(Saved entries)
——

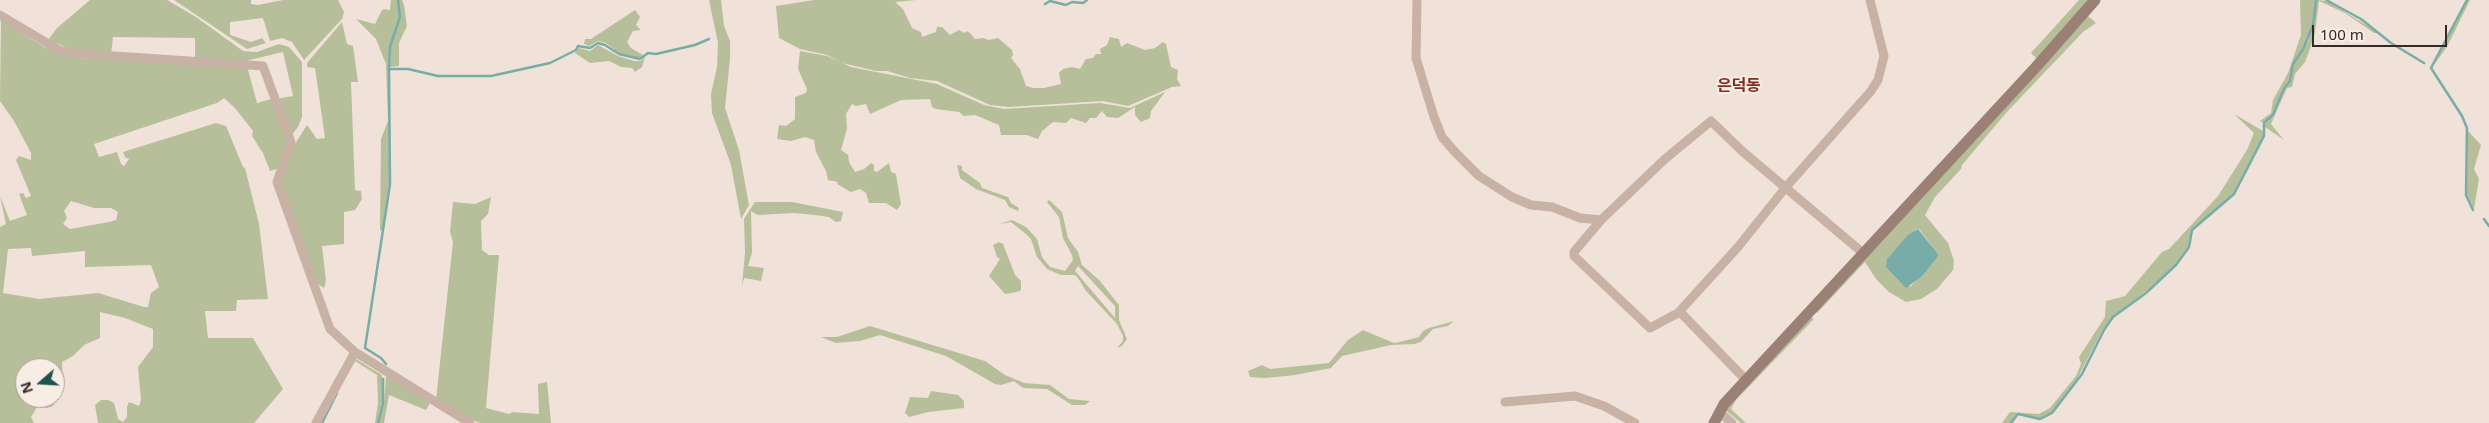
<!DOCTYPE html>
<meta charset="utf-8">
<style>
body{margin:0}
#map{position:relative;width:2489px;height:423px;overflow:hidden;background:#f0e2d8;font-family:"Noto Sans",sans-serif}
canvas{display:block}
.north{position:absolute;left:15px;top:358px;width:50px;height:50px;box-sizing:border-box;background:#f8ede4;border:1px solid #aa9f98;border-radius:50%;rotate:251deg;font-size:14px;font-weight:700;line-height:20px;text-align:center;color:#342926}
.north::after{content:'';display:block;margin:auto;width:18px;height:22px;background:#1d5452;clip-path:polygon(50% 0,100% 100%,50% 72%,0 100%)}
.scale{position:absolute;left:2312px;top:25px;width:135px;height:22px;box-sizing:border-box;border:2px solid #342926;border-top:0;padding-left:6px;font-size:15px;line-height:18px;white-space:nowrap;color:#342926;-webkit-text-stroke:4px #f8ede4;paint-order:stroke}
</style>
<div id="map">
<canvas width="2489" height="423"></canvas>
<div class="north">N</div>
<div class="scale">100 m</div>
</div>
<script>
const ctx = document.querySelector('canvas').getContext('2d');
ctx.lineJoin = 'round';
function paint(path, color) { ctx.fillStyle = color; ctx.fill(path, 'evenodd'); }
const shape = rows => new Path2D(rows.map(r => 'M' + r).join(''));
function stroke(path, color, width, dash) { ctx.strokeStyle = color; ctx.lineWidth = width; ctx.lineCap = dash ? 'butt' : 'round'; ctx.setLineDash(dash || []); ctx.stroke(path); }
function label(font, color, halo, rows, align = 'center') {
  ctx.font = font + ' "Noto Sans","Noto Sans KR",sans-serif'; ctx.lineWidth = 4; ctx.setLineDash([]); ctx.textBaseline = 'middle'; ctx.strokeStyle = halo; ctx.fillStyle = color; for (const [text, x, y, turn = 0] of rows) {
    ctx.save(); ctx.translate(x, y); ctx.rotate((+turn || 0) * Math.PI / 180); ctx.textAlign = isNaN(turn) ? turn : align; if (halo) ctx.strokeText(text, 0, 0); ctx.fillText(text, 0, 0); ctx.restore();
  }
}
const green = shape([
 [90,0,167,0,196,17,243,51,257,52,279,44,289,47,302,62,302,117,298,127,291,136,276,99,293,96,283,52,245,61,195,58,195,38,113,37,111,54,70,49,48,40,57,28],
 [174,0,251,0,251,4,258,5,283,0,338,0,344,12,342,19,304,60,292,42,282,38,270,41,263,18,230,22,230,35,251,42,262,38,266,43,247,49],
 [391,0,397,0,400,17,389,47,389,183,382,231,380,230,381,139,388,121,386,64,376,39,356,19,375,24,382,10,387,9,389,11,390,9],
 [398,0,402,0,404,5,407,26,399,43,399,66,390,67,391,47,401,17],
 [709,0,721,0,724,26,730,41,730,58,725,108,739,150,749,205,741,219,731,165,712,113,711,94,717,67,718,43],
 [814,0,916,0,895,2,903,9,912,28,921,32,922,37,936,32,937,27,942,27,950,35,959,30,964,33,968,31,975,39,984,38,988,40,998,38,1012,50,1013,55,1011,58,1020,69,1026,86,1033,88,1044,88,1061,84,1059,73,1063,69,1072,67,1080,69,1086,59,1093,58,1096,54,1101,54,1100,49,1107,45,1110,37,1119,39,1121,47,1127,43,1145,50,1155,48,1163,42,1166,44,1171,67,1178,70,1177,79,1181,86,1172,87,1128,106,1103,101,1009,107,990,105,937,81,910,78,887,71,876,71,842,63,827,55,800,49,779,38,776,6],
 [2079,0,2089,0,2037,59,2031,53],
 [2300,0,2315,0,2312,25,2302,48,2292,64,2289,81,2283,89,2273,115,2263,123,2260,121,2271,113,2273,100,2288,73,2301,35],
 [2317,0,2327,1,2379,33,2374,33,2345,13,2319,1,2315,33,2310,49,2305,62,2295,74,2292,87,2287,88,2271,124,2284,140,2265,127,2265,124,2274,116,2285,90,2291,81,2294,64,2308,41,2313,25],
 [2468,0,2470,0,2447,47,2433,66],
 [635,10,640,17,636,25,641,30,633,31,627,42,631,48,643,55,640,58,619,53,606,43,598,41,589,46,584,44,585,39,591,39],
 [2088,16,2096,23,2083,32,2006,113,1962,165,1961,169,1935,197,1925,215,1948,243,1954,261,1953,270,1937,289,1921,299,1906,302,1889,292,1876,279,1865,262,1817,313,1815,311],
 [1919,229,1939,255,1910,287,1915,230],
 [1,20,46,48,78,58,247,66,257,103,271,99,289,143,277,169,270,171,263,153,252,136,253,131,235,108,224,98,217,103,94,144,99,157,117,152,121,164,124,166,129,159,125,157,123,152,216,123,226,126,243,167,245,168,259,224,268,299,237,300,236,311,205,311,208,338,253,338,283,389,254,423,98,423,95,405,101,400,108,400,114,403,118,419,123,422,127,417,127,407,129,402,139,406,141,400,138,367,153,347,153,329,125,318,100,312,100,338,84,345,73,356,62,362,63,388,53,406,47,408,37,407,31,417,34,423,0,423,0,227,6,224,0,196,10,221,27,215,19,194,23,193,26,198,31,196,16,160,19,156,31,160,31,153,14,121,0,101],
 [71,201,94,208,111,208,118,212,116,220,109,222,70,229,63,224,67,218,64,211],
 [31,248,32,256,85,251,85,267,151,265,159,287,151,293,148,307,144,307,98,293,39,299,3,293,8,249],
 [25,368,55,368,55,398,25,398],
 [342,22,347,44,353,46,358,82,351,82,355,190,361,191,362,199,355,210,344,212,344,244,322,246,326,281,324,288,316,283,280,181,293,147,307,125,317,139,325,138,315,68,307,67,307,63],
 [598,45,618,56,634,61,641,61,645,57,642,67,635,72,632,68,621,67,609,61,590,63,575,53,579,48,590,51],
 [800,51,827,56,851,67,937,84,984,105,1004,109,1100,103,1130,108,1165,92,1151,111,1150,118,1141,122,1135,115,1135,107,1118,118,1107,117,1102,111,1096,118,1090,118,1086,123,1071,118,1066,123,1053,122,1042,131,1038,139,1027,135,1001,135,999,125,975,115,964,116,959,112,936,109,932,107,930,99,901,100,870,114,866,104,856,106,852,104,846,114,847,129,841,150,848,155,849,162,855,172,864,169,871,163,874,165,874,171,877,172,889,163,891,172,896,174,899,193,901,204,897,210,886,203,869,203,866,193,860,189,851,192,837,184,838,182,828,180,826,171,816,152,814,140,805,137,791,141,777,139,779,125,786,126,795,119,795,97,806,93,807,89,798,69],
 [2234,114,2263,131,2263,136,2234,194,2191,230,2188,246,2176,264,2145,292,2113,317,2103,329,2074,385,2052,413,2040,418,2018,414,2010,423,2002,423,2010,412,2039,414,2050,408,2076,376,2081,364,2079,357,2105,317,2106,301,2125,296,2162,252,2169,249,2218,196,2247,150,2254,133],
 [2468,131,2481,145,2474,169,2479,179,2474,209,2467,194],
 [957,165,962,166,962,170,980,183,982,188,1008,197,1011,203,1019,208,1018,211,1009,207,1005,200,976,189,960,178],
 [491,197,488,214,481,221,482,250,489,255,499,255,486,408,509,414,512,412,539,414,538,384,547,382,551,423,480,423,467,418,436,400,453,242,450,232,453,202,475,204],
 [1049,200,1062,212,1068,238,1078,252,1082,265,1099,280,1119,305,1119,320,1127,339,1122,346,1117,348,1123,341,1123,336,1117,324,1086,291,1078,278,1075,275,1061,275,1047,269,1037,257,1031,239,1026,234,1011,222,999,224,1012,220,1026,227,1037,239,1042,257,1050,267,1065,271,1073,260,1072,255,1063,238,1059,217,1047,202],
 [1078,266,1115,306,1115,318,1075,271],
 [755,202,792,202,843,212,841,221,836,222,829,217,815,215,794,213,758,215,751,211,752,253,748,266,764,268,761,281,744,278,742,286,745,252,744,219],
 [999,242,1003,244,1015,275,1021,281,1021,290,1017,292,1005,294,989,276,1000,259,997,257,993,245],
 [1809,317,1814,319,1736,400,1731,409,1746,423,1741,423,1724,409],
 [1454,321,1448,326,1433,329,1421,342,1415,344,1391,345,1342,356,1331,368,1295,375,1265,378,1250,377,1248,371,1262,365,1270,369,1329,363,1348,340,1363,330,1394,343,1400,342,1419,337,1423,331,1429,328],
 [870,326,985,361,1005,375,1024,383,1050,385,1069,399,1090,401,1085,405,1072,405,1047,389,1023,388,1014,381,1001,385,995,384,946,356,880,335,860,341,836,343,821,337,837,337],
 [356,359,382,375,382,403,377,423,375,423,378,403,377,375,355,361,337,392],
 [386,376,430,403,426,410,389,395,384,423,379,423,384,404],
 [931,391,958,395,964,401,964,408,928,412,909,417,905,413,910,397,928,398]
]);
const water = shape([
 [1918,229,1939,255,1922,276,1906,288,1886,267,1887,259,1908,235]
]);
const stream = shape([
 [2326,0,2361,19,2391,43,2424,63],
 [2467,0,2431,68,2462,116,2467,128,2466,195,2473,210],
 [1045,4,1050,1,1066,5,1072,2,1083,3,1087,0],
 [389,69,408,69,438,76,491,76,550,63,576,50,578,46,590,48,598,43,605,45,619,54,640,59,648,53,656,54,695,45,709,39],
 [2484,219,2489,226],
 [386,364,381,358,365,348,390,184,389,69,390,47,400,17,398,0],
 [322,423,337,393],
 [378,423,383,404,383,379],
 [2011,423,2018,414,2040,419,2052,413,2082,374,2104,330,2113,317,2146,293,2176,265,2189,247,2192,230,2234,194,2264,136,2264,123,2273,115,2284,89,2290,81,2293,64,2303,49,2313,25,2316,0]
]);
const street = shape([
 [1417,0,1416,58,1434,117,1442,137,1455,152,1479,176,1512,197,1531,205,1552,207,1580,218,1601,220],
 [0,15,59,50,70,53,263,66,291,142,277,182,330,329,355,352,470,423],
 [1678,313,1738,247,1786,187,1871,91,1878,80,1884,56,1870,0],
 [1746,380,1682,314,1678,313,1650,328,1574,256,1574,252,1601,220,1665,159,1711,121,1742,151,1863,253],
 [1505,402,1575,396,1604,406,1635,423],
 [1719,412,1732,423],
 [316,423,355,352]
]);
const secondary = shape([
 [1714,423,1724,404,2036,67,2095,0]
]);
const quarterNames = [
 ["은덕동",1739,86]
];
paint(green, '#b6bf99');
paint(water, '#78aca9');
stroke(stream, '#78aca9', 2.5);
stroke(street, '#c8b1a5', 9);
stroke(secondary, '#9b8076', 11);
label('bold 16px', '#802e21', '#f8ede4', quarterNames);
</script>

——

Look over the records above and filter for each line with the word "halo".

function label(font, color, halo, rows, align = 'center') {
  ctx.font = font + ' "Noto Sans","Noto Sans KR",sans-serif'; ctx.lineWidth = 4; ctx.setLineDash([]); ctx.textBaseline = 'middle'; ctx.strokeStyle = halo; ctx.fillStyle = color; for (const [text, x, y, turn = 0] of rows) {
    ctx.save(); ctx.translate(x, y); ctx.rotate((+turn || 0) * Math.PI / 180); ctx.textAlign = isNaN(turn) ? turn : align; if (halo) ctx.strokeText(text, 0, 0); ctx.fillText(text, 0, 0); ctx.restore();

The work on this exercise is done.